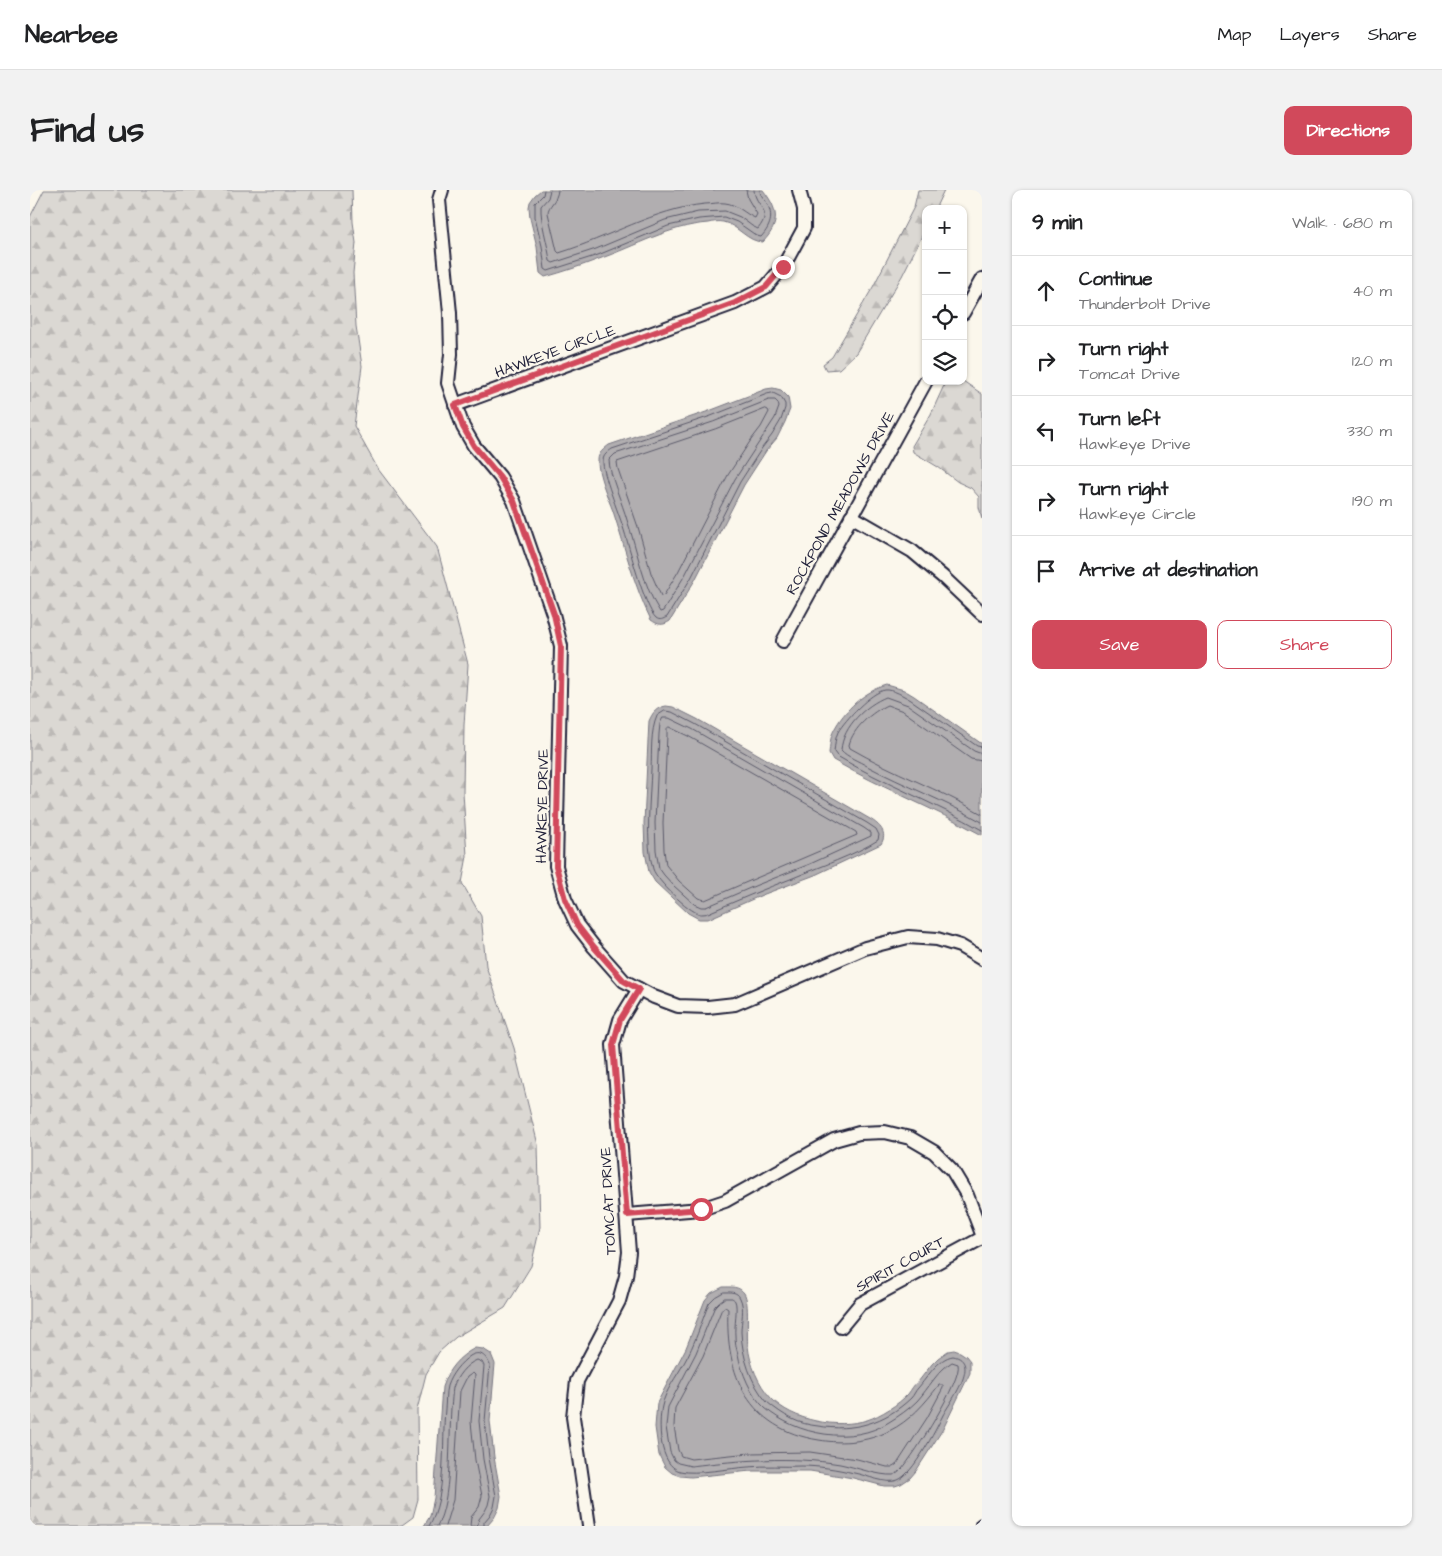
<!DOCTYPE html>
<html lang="en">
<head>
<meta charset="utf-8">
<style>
  :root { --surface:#fff; --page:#f2f2f2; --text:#202124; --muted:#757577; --line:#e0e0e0; --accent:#d1495b }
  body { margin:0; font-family:"Architects Daughter",sans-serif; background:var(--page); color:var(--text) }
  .controls { position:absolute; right:15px; top:15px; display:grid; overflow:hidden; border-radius:10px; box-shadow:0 1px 4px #0004 }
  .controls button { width:45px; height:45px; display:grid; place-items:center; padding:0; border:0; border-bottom:1px solid var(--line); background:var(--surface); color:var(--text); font:25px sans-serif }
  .stop { position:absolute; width:15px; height:15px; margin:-11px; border:4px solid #d1495b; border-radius:50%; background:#fff }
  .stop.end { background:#d1495b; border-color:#fff; box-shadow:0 1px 5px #0008 }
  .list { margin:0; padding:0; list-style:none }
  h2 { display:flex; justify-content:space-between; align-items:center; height:65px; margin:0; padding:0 20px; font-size:21px }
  h2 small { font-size:16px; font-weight:400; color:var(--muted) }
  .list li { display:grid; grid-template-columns:32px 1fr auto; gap:15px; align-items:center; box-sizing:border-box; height:70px; padding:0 20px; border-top:1px solid var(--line) }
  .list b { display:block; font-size:19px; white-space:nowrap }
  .list p { margin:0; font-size:16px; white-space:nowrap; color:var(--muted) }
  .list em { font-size:16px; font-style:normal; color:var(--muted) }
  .actions { display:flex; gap:10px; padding:15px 20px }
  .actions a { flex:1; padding:11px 0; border:1px solid var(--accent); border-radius:10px; text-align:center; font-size:18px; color:var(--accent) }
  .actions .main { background:var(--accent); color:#fff }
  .icon { flex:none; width:28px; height:28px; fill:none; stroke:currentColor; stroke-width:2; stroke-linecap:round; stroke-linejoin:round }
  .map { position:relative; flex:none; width:952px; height:1336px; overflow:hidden; border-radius:10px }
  header { display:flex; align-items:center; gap:30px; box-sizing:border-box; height:70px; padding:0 25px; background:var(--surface); border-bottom:1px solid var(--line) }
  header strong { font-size:24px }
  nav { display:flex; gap:28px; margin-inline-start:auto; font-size:18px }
  .intro { display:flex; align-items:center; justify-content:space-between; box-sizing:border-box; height:120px; padding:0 30px }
  h1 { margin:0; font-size:35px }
  .button { padding:12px 22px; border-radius:10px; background:var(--accent); color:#fff; font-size:18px; font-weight:700 }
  main { display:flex; gap:30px; padding:0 30px }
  aside { flex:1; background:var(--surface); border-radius:10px; box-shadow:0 1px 4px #0004 }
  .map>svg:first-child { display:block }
  .forest { fill:url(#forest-firs); stroke:#7e7d87 }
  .water { fill:#b1aeb0; stroke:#787681 }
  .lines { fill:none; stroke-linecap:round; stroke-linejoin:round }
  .shore { stroke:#5b5a6a; stroke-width:1 }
  .minor-casing { stroke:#22223b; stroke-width:16 }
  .minor { stroke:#fbf7ec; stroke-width:12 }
  .route { stroke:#d1495b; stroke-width:6 }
  .labels { text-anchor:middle; stroke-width:4.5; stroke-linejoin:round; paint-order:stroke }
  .street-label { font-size:15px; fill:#22223b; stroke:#fbf7ec }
</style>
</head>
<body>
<header>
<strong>Nearbee</strong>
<nav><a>Map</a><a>Layers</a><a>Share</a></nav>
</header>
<div class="intro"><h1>Find us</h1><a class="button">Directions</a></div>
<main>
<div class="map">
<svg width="952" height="1336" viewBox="0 0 952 1336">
  <defs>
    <pattern id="forest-firs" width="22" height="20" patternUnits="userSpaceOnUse" patternTransform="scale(1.25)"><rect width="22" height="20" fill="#dbd8d3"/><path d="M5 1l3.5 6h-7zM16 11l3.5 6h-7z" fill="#bcb9b6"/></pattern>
  </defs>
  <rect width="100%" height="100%" fill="#fbf7ec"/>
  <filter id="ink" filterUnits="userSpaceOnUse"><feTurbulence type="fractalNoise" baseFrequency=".02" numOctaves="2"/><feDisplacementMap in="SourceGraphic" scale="10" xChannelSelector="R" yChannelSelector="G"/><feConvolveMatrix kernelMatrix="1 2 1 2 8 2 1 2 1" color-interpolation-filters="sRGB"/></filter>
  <g filter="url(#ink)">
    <g class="forest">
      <polygon points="14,0 322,0 323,32 326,53 323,83 326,136 332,176 324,236 348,279 407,357 438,474 434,535 433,602 437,666 432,693 451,726 456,776 484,858 508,955 510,1037 501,1076 475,1118 426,1147 409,1162 396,1184 387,1220 388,1309 383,1327 372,1335 367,1336 0,1336 0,27"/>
      <polygon points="888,0 914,0 905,19 896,19 896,38 872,86 826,163 809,179 796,180 793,174 802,167 843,97 884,17"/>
      <polygon points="916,191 933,191 952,204 952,329 949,317 949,307 941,298 928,292 908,277 883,262 882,256 901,224"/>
    </g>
    <g class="water">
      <path d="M511,0h222c15,19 18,33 0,52 -16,0 -25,-17 -40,-20 -5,-1 -11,0 -15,1 -39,3 -72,23 -109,36 -18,7 -36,13 -54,18l-5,-4 -3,-26 -7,-29 -1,-11 1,-5 5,-7z"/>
      <path d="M743,198l8,2 7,7 2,12 -5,13 -8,16 -11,13 -22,34 -49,95 -25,41c-7,5 -12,4 -19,-1 -17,-34 -26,-72 -38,-109 -5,-13 -16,-38 -15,-51 0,-7 6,-11 11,-15l100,-34 57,-22z"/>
      <path d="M857,495l17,5 10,6 68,48v91c-49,-27 -101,-47 -149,-75l-4,-7c1,-7 1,-16 5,-23 10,-20 31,-39 53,-45z"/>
      <path d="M636,516l7,1 24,12 173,100c10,6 18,14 11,25l-66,31 -53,20 -54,24h-9l-11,-6 -33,-31 -6,-10 -4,-20 -1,-29 5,-102c4,-9 7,-13 17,-15z"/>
      <path d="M693,1097c8,0 16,-1 21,6 6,9 2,40 4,53 2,18 10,38 23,52 21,23 67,31 96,22 13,-4 32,-16 41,-26 4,-5 5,-9 10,-12l14,-18 6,-6 10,-7 6,-1 6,2 6,4 4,5v12l-27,56 -27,42 -6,7 -9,6 -6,2h-11l-31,-8 -43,-7h-59l-60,6 -11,-1 -8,-3 -7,-6 -6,-12 -4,-28 2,-24 29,-55 19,-48 6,-7z"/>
      <path d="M445,1158l8,1 8,5 4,10 -5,57 4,36 7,39 -2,12 -5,10 -7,8h-63l6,-10 4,-18 8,-111c6,-18 16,-30 33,-39z"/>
    </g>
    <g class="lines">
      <g class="shore">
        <path d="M514,0l-1,5 -8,8v14l7,29 3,23 3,2 50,-16 70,-29 31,-7 25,-2 13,5 20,14 4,1c11,-12 13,-23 4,-37 -3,-4 -5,-5 -5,-10"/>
        <path d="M520,0l-2,8 -7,8c-1,15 7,38 9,55l3,2 43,-14 69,-29 33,-8 27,-1 15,6 12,9 6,3c16,-20 -3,-22 -4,-39"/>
        <path d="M528,0c-1,12 -10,15 -10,23l9,38 2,2c49,-15 95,-44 146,-49 7,0 14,-2 20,-1 12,1 20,11 30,15l2,-4 -9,-15 -2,-9"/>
        <path d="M743,203l8,4 4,7v4l-4,12 -9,15 -10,13 -22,34 -49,96 -24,39c-4,2 -7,4 -11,1 -12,-11 -27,-73 -33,-91 -4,-13 -21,-55 -20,-66 0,-6 5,-9 9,-12l99,-33 56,-22z"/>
        <path d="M739,210h6l3,3 1,4 -4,11 -40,61 -50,96 -22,36 -3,1c-17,-26 -23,-63 -33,-92 -4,-15 -18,-46 -18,-60l6,-6 98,-32z"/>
        <polygon points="736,219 738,220 739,222 731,237 721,250 698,285 648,382 634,405 631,406 621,383 608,337 588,279 587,272 685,239"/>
        <path d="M635,521l7,1 23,12 172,99 9,6 3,6 -1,5c-23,15 -59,27 -85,38 -29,11 -57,23 -85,35 -1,1 -7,1 -8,1 -12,-3 -43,-33 -47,-45 -8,-26 -3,-72 -2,-100 1,-17 -1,-37 6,-53z"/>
        <polygon points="633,528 639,528 662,539 834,638 841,643 841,646 780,674 727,695 676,717 671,717 664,714 644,696 634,685 629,678 626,660 625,633 629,544 630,534"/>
        <polygon points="639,537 658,546 826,642 827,645 675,710 668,708 649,691 636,675 634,660 633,633 637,545 637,539"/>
        <path d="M952,557l-5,-1 -66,-46c-7,-4 -18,-11 -26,-10 -14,2 -40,30 -47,42 -3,6 -3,13 -4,20l3,4c47,28 98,47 145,74"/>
        <path d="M952,564l-8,-3 -66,-46 -22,-8c-20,8 -43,29 -45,53 6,7 18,11 26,16 38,20 78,35 115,56"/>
        <path d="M952,571l-11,-2 -68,-48 -16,-6c-15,7 -34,23 -38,40l1,3c43,25 89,41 132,66"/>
        <path d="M694,1102c6,0 13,-1 16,6 5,10 1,23 1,34 1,24 10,52 26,70 7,6 17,13 25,17 8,4 17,6 26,7 35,6 67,-3 93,-28 3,-3 4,-7 7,-10 9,-10 20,-30 35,-32 29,5 -3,46 -10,59 -7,15 -30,59 -45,65 -11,5 -32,-5 -44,-7 -17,-4 -36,-7 -53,-7 -18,1 -35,-1 -53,1 -17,1 -53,8 -68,4 -21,-6 -22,-47 -18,-65 3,-15 15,-30 22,-43 11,-19 17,-40 25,-60l6,-6z"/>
        <path d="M695,1108h7c1,1 2,1 3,3 3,6 -1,26 0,34 0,6 1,13 3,19 3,17 13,42 27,54 31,27 88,38 124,14 10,-6 20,-13 28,-21 12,-13 20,-30 35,-39l6,2c5,15 -44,91 -56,105 -3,3 -5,5 -9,6 -14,1 -38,-8 -53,-11 -50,-8 -99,-4 -149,2l-13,-3 -4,-3 -4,-8 -4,-25 2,-20 28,-54 19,-47 4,-4z"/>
        <path d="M695,1117l3,2c-3,66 20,120 91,131 24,4 48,2 70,-9 21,-10 36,-28 50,-46h4v3l-16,30 -30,46 -4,3h-6l-30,-8 -47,-7 -60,1 -59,6 -10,-3 -3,-6 -4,-24 1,-18 28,-52 18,-45z"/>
        <path d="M399,1336c18,-30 13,-83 16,-117 1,-8 0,-16 2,-23 4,-12 13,-23 23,-30 10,-6 16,0 20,9l-5,56 4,37 7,38 -2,11 -4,8 -6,7v4"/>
        <path d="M407,1336c15,-26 12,-87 14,-118 1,-7 1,-14 2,-20 3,-11 13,-24 24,-28l5,2 2,4 -5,55 4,38 7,37 -2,9 -3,6 -6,8 -2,7"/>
        <polyline points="415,1336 423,1310 430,1201 437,1187 443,1183 445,1185 441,1232 445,1270 452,1306 449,1317 441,1327 440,1336"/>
      </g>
      <g class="minor-casing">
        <g id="minor">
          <polyline points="412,0 409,10 420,123 421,164 418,193 433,237 444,256 470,287 484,311 523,424 531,456 526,676 535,709 547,735 564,757 594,791 624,807 648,816 678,817 705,814 835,758 878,747 907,749 930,756 952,769"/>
          <polyline points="933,123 952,89"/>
          <polyline points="425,215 705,113 736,97 753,77 774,38 774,19 769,0"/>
          <polyline points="821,326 882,361 913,387 952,424"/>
          <polyline points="753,451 896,191"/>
          <polyline points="597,1025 671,1019 695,1011 804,950 829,943 855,942 880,948 904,962 922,980 937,1005 952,1044"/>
          <polyline points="811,1137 830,1114 952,1048"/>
          <polyline points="559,1336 543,1227 547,1191 589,1111 596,1086 599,1062 583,855 590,830 609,799"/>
          <polyline points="952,1336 952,1335"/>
        </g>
      </g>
      <use href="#minor" class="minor"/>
    </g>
  </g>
  <g class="lines" filter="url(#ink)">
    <polyline class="route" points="671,1019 597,1025 583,855 590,830 609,799 594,791 564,757 547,735 535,709 526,676 531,456 524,424 484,311 470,287 444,256 433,237 425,215 705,113 736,97 753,77"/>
  </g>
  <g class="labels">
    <g class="street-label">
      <text transform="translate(525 161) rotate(-20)" y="5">HAWKEYE CIRCLE</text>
      <text transform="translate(810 313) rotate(-61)" y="5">ROCKPOND MEADOWS DRIVE</text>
      <text transform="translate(512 616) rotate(-89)" y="5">HAWKEYE DRIVE</text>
      <text transform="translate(578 1011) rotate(-93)" y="5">TOMCAT DRIVE</text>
      <text transform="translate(870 1074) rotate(-29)" y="5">SPIRIT COURT</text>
    </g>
  </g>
</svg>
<div class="controls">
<button>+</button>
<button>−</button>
<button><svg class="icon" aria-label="locate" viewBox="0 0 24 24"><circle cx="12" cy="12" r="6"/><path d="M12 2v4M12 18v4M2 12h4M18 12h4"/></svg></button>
<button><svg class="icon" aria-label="layers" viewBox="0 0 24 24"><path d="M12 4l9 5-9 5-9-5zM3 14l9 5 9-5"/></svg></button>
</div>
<div class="stop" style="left:671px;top:1019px"></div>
<div class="stop end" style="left:753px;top:77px"></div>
</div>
<aside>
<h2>9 min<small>Walk · 680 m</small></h2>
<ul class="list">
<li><svg class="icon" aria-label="ahead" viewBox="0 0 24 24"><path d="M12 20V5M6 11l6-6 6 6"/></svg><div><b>Continue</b><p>Thunderbolt Drive</p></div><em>40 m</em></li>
<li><svg class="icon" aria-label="right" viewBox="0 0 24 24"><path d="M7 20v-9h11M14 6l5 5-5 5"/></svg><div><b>Turn right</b><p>Tomcat Drive</p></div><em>120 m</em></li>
<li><svg class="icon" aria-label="left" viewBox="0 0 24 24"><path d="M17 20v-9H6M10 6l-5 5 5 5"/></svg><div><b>Turn left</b><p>Hawkeye Drive</p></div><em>330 m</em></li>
<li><svg class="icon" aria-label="right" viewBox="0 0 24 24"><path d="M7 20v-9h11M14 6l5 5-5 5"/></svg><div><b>Turn right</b><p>Hawkeye Circle</p></div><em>190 m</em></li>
<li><svg class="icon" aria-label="arrive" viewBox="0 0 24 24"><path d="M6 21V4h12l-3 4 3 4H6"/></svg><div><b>Arrive at destination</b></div></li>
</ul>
<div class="actions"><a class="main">Save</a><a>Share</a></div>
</aside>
</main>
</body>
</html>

::::::::

* **Task statement**
Go through the records and gather the lines that hold "white".

* **Task solution**
  .list b { display:block; font-size:19px; white-space:nowrap }
  .list p { margin:0; font-size:16px; white-space:nowrap; color:var(--muted) }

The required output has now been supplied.